>>
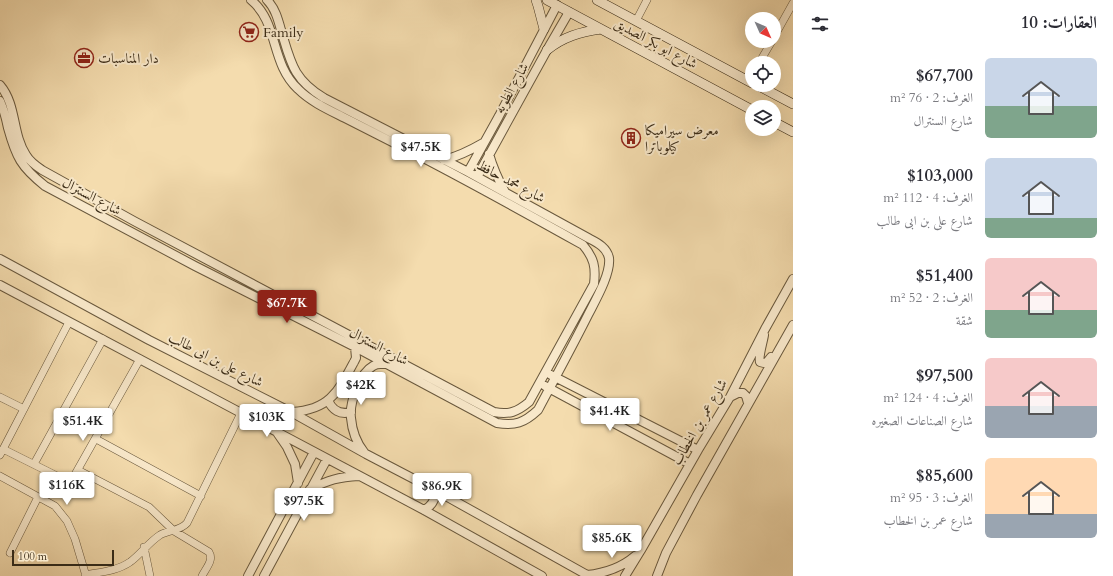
<!DOCTYPE html>
<html lang="ar">
<meta charset="utf-8">
<style>
:root{--surface:#fff;--page:#f7f7f7;--text:#2b2b33;--muted:#7c7c81;--accent:#8f2418}
body{margin:0;font-family:Cardo,Amiri,serif;background:var(--page);color:var(--text);direction:rtl;height:100vh;display:flex;flex-direction:column;font-size:15px;white-space:nowrap}
*{box-sizing:border-box;margin:0}
p{font-size:13px;color:var(--muted)}
.icon{flex:none;width:22px;height:22px;fill:none;stroke:currentColor;stroke-width:2;stroke-linecap:round;stroke-linejoin:round}
.map{position:relative;flex:1;overflow:hidden;direction:ltr}
.panel{display:flex;flex-direction:column;background:var(--surface);width:320px}
.panel>*{flex:none}
.needle{width:26px;rotate:135deg}
.buttons{position:absolute;left:745px;top:12px;display:grid;gap:8px}
.buttons a{display:grid;place-items:center;width:36px;height:36px;border-radius:50%;background:var(--surface);box-shadow:0 4px 16px #0002;font-size:20px}
.scale{position:absolute;left:12px;bottom:10px;width:102px;box-sizing:border-box;padding-left:4px;border:2px solid #3b2c17;border-top:0;font-size:11px;line-height:14px;white-space:nowrap;color:#3b2c17;-webkit-text-stroke:3px #f8e8ca;paint-order:stroke}
.price{position:absolute;translate:-50% -34px;padding:0 9px;border-radius:4px;background:#fff;color:#222;font-size:13px;line-height:26px;filter:drop-shadow(0 1px 2px #0008)}
.price::after{content:'';position:absolute;left:50%;top:24px;width:12px;height:9px;margin-left:-6px;background:inherit;clip-path:polygon(0 0,100% 0,50% 100%)}
.price.on{background:var(--accent);color:#fff}
ul{padding:0;list-style:none}
li{display:flex;align-items:center;gap:12px;height:100px;padding:0 16px}
li span{display:grid;place-items:center;flex:none;width:112px;height:80px;border-radius:6px;color:#555}
li>.icon{margin-inline-start:auto}
span .icon{width:48px;height:48px;fill:#fffc;stroke-width:1}
li b{font-size:17px}
h2{display:flex;justify-content:space-between;align-items:center;height:48px;padding:0 16px;font-size:17px}
main{display:flex;flex:1;min-height:0}
.map>svg:first-child{display:block}
.lines{fill:none;stroke-linecap:round;stroke-linejoin:round}
.minor-casing{stroke:#69583d;stroke-width:8}
.tertiary-casing{stroke:#69583d;stroke-width:10}
.secondary-casing{stroke:#3b2c17;stroke-width:10}
.minor{stroke:#f8e8ca;stroke-width:7}
.tertiary{stroke:#f8e8ca;stroke-width:8}
.secondary{stroke:#f8e8ca;stroke-width:9}
.labels{text-anchor:middle;stroke-width:4;stroke-linejoin:round;paint-order:stroke}
.poi-label{font-size:14px;fill:#3b2c17;stroke:#f8e8ca;text-anchor:start}
.street-label{font-size:14px;fill:#3b2c17;stroke:#f8e8ca}
</style>
<main>
<section class="panel">
<h2>العقارات: 10<svg class="icon" aria-label="filters" viewBox="0 0 24 24"><path d="M4 7h16M4 17h16"/><circle cx="9" cy="7" r="2"/><circle cx="15" cy="17" r="2"/></svg></h2>
<ul>
<li><span style="background:linear-gradient(#c9d6e8 60%,#7fa58c 0)"><svg class="icon" aria-label="home" viewBox="0 0 24 24"><path d="M3 11l9-7 9 7M6 9v11h12V9"/></svg></span><div><b>$67,700</b><p>الغرف: 2 · 76 m²</p><p>شارع السنترال</p></div></li>
<li><span style="background:linear-gradient(#c9d6e8 75%,#7fa58c 0)"><svg class="icon" aria-label="home" viewBox="0 0 24 24"><path d="M3 11l9-7 9 7M6 9v11h12V9"/></svg></span><div><b>$103,000</b><p>الغرف: 4 · 112 m²</p><p>شارع على بن ابى طالب</p></div></li>
<li><span style="background:linear-gradient(#f6c9c9 65%,#7fa58c 0)"><svg class="icon" aria-label="home" viewBox="0 0 24 24"><path d="M3 11l9-7 9 7M6 9v11h12V9"/></svg></span><div><b>$51,400</b><p>الغرف: 2 · 52 m²</p><p>شقة</p></div></li>
<li><span style="background:linear-gradient(#f6c9c9 60%,#9aa5b1 0)"><svg class="icon" aria-label="home" viewBox="0 0 24 24"><path d="M3 11l9-7 9 7M6 9v11h12V9"/></svg></span><div><b>$97,500</b><p>الغرف: 4 · 124 m²</p><p>شارع الصناعات الصغيره</p></div></li>
<li><span style="background:linear-gradient(#ffd9b3 70%,#9aa5b1 0)"><svg class="icon" aria-label="home" viewBox="0 0 24 24"><path d="M3 11l9-7 9 7M6 9v11h12V9"/></svg></span><div><b>$85,600</b><p>الغرف: 3 · 95 m²</p><p>شارع عمر بن الخطاب</p></div></li>
</ul>
</section>
<div class="map">
<svg width="793" height="576" viewBox="0 0 793 576">
<rect width="100%" height="100%" fill="#f4dcae"/>
<filter id="stains"><feTurbulence type="fractalNoise" baseFrequency=".005" numOctaves="4"/><feColorMatrix values="0 0 0 0 .2 0 0 0 0 .09 0 0 0 0 .02 0 0 0 .5 -.17"/></filter>
<radialGradient id="worn" r=".72"><stop offset=".6" stop-color="#630" stop-opacity="0"/><stop offset="1" stop-color="#630" stop-opacity=".3"/></radialGradient>
<g class="lines">
<defs>
<path id="minor" d="M636,21L647,0
M774,37L793,3
M759,63L772,41
M0,397L24,409
M96,439L201,496
M3,449L63,479L68,480L73,478L140,359
M0,455L69,322
M34,464L103,339
M78,470L149,507L174,531L209,552C214,560 206,568 202,576
M0,476L55,506L67,521L75,539L86,576
M144,547L150,576
M10,553L38,497
M85,575C100,572 117,571 130,562C141,554 148,543 160,535C169,530 180,531 187,523L241,413"/>
<path id="tertiary" d="M0,85C17,105 12,134 26,155C30,162 36,166 42,170L134,221L494,412C509,415 517,412 529,402L594,284C596,267 594,258 583,245C524,212 465,179 404,148C384,138 365,128 345,118C329,110 311,102 298,89C270,63 279,23 251,0
M0,101C4,110 6,118 8,128C16,157 21,167 45,186L195,266L355,347L497,423C515,426 524,423 538,410C555,378 572,347 588,315C595,301 611,274 609,258C607,248 598,243 590,239L468,172L324,98C293,79 291,63 281,30C278,19 275,8 267,0
M489,154C493,168 498,179 505,192
M444,160C459,156 471,150 483,143
M468,172L499,116L557,5
M477,177L547,50L569,12
M0,259L149,340L291,412L366,454L435,490L589,576
M0,285L424,510L542,576
M764,335C763,342 758,357 760,362L764,363L767,362L771,357
M551,375L698,450
M545,386L690,464
M730,397L738,393H743L746,396L748,403
M328,400C332,410 340,415 351,412
M292,412C329,410 338,392 354,362L356,358L355,347
M278,434L287,447L295,464L298,483
M364,452C356,442 352,430 351,418C349,403 360,373 373,366C377,363 380,364 385,364
M310,489C329,480 338,477 359,476
M424,510C432,506 436,500 435,490
M587,575C606,573 621,568 635,556
M248,576L314,452
M264,576L327,459
M625,576L641,550L698,450L730,397L765,329L793,279
M657,576L666,553L697,495L793,325"/>
<path id="secondary" d="M536,0L538,6L544,29
M547,0L752,110
M597,0L752,83
M547,50C563,37 580,32 601,29
M757,85L793,104
M774,122L793,132"/>
</defs>
<use href="#minor" class="minor-casing"/>
<use href="#tertiary" class="tertiary-casing"/>
<use href="#secondary" class="secondary-casing"/>
<use href="#minor" class="minor"/>
<use href="#tertiary" class="tertiary"/>
<use href="#secondary" class="secondary"/>
</g>
<defs>
<symbol id="supermarket-ring" viewBox="-11 -11 22 22"><circle r="9.5" fill="#f8e8ca" stroke="#8f2418" stroke-width="1.5"/><path d="M-6-5.5h2.5l.6 2H6L4.5 2H-2.5L-4.4-4H-6ZM-1.5 3.2a1.3 1.3 0 1 0 .1 0ZM3 3.2a1.3 1.3 0 1 0 .1 0Z" fill="#8f2418"/></symbol>
<symbol id="office-ring" viewBox="-11 -11 22 22"><circle r="9.5" fill="#f8e8ca" stroke="#8f2418" stroke-width="1.5"/><path d="M-6-3h4V-5.5h4V-3h4V5H-6ZM-1-4.5V-3h2v-1.5ZM-6 0V1H6V0Z" fill="#8f2418"/></symbol>
<symbol id="building-ring" viewBox="-11 -11 22 22"><circle r="9.5" fill="#f8e8ca" stroke="#8f2418" stroke-width="1.5"/><path d="M-4-6H4V6H1V3H-1V6H-4ZM-2.5-4.3h1.7v1.8h-1.7ZM.8-4.3h1.7v1.8H.8ZM-2.5-1h1.7V.8h-1.7ZM.8-1h1.7V.8H.8Z" fill="#8f2418"/></symbol>
</defs>
<g fill-rule="evenodd">
<use href="#supermarket-ring" x="238" y="21" width="22" height="22"/>
<use href="#office-ring" x="73" y="47" width="22" height="22"/>
<use href="#building-ring" x="620" y="127" width="22" height="22"/>
</g>
<g class="labels">
<g class="poi-label">
<text x="263" y="37">Family</text>
<text x="98" y="63">دار المناسبات</text>
<text x="645" y="135">معرض سيراميكا<tspan x="645" dy="16">كيلوباترا</tspan></text>
</g>
<g class="street-label">
<text transform="translate(656 43) rotate(28)" y="5">شارع ابو بكر الصديق</text>
<text transform="translate(511 88) rotate(-61)" y="5">شارع الطوبه</text>
<text transform="translate(511 181) rotate(28)" y="5">شارع محمد حافظ</text>
<text transform="translate(92 196) rotate(28)" y="5">شارع السنترال</text>
<text transform="translate(379 346) rotate(28)" y="5">شارع السنترال</text>
<text transform="translate(216 359) rotate(27)" y="5">شارع على بن ابى طالب</text>
<text transform="translate(699 422) rotate(-60)" y="5">شارع عمر بن الخطاب</text>
</g>
</g>
<rect width="100%" height="100%" filter="url(#stains)"/>
<rect width="100%" height="100%" fill="url(#worn)"/>
</svg>
<div class="buttons">
<a><svg class="needle" viewBox="-14 -14 28 28"><path d="M0-13l5 13h-10z" fill="#e53935"/><path d="M0 13l5-13h-10z" fill="#7c7c81"/></svg></a>
<a><svg class="icon" aria-label="locate" viewBox="0 0 24 24"><circle cx="12" cy="12" r="6"/><path d="M12 2v4M12 18v4M2 12h4M18 12h4"/></svg></a>
<a><svg class="icon" aria-label="layers" viewBox="0 0 24 24"><path d="M12 4l9 5-9 5-9-5zM3 14l9 5 9-5"/></svg></a>
</div>
<div class="scale">100 m</div>
<b class="price" style="left:421px;top:168px">$47.5K</b>
<b class="price on" style="left:287px;top:324px">$67.7K</b>
<b class="price" style="left:361px;top:406px">$42K</b>
<b class="price" style="left:610px;top:432px">$41.4K</b>
<b class="price" style="left:267px;top:438px">$103K</b>
<b class="price" style="left:83px;top:442px">$51.4K</b>
<b class="price" style="left:67px;top:506px">$116K</b>
<b class="price" style="left:442px;top:507px">$86.9K</b>
<b class="price" style="left:304px;top:522px">$97.5K</b>
<b class="price" style="left:612px;top:559px">$85.6K</b>
</div>
</main>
<<
ACTIVITY:
Each line above with the string "labels" should be reported in full.

PROBLEM SOLUTION:
.labels{text-anchor:middle;stroke-width:4;stroke-linejoin:round;paint-order:stroke}
<g class="labels">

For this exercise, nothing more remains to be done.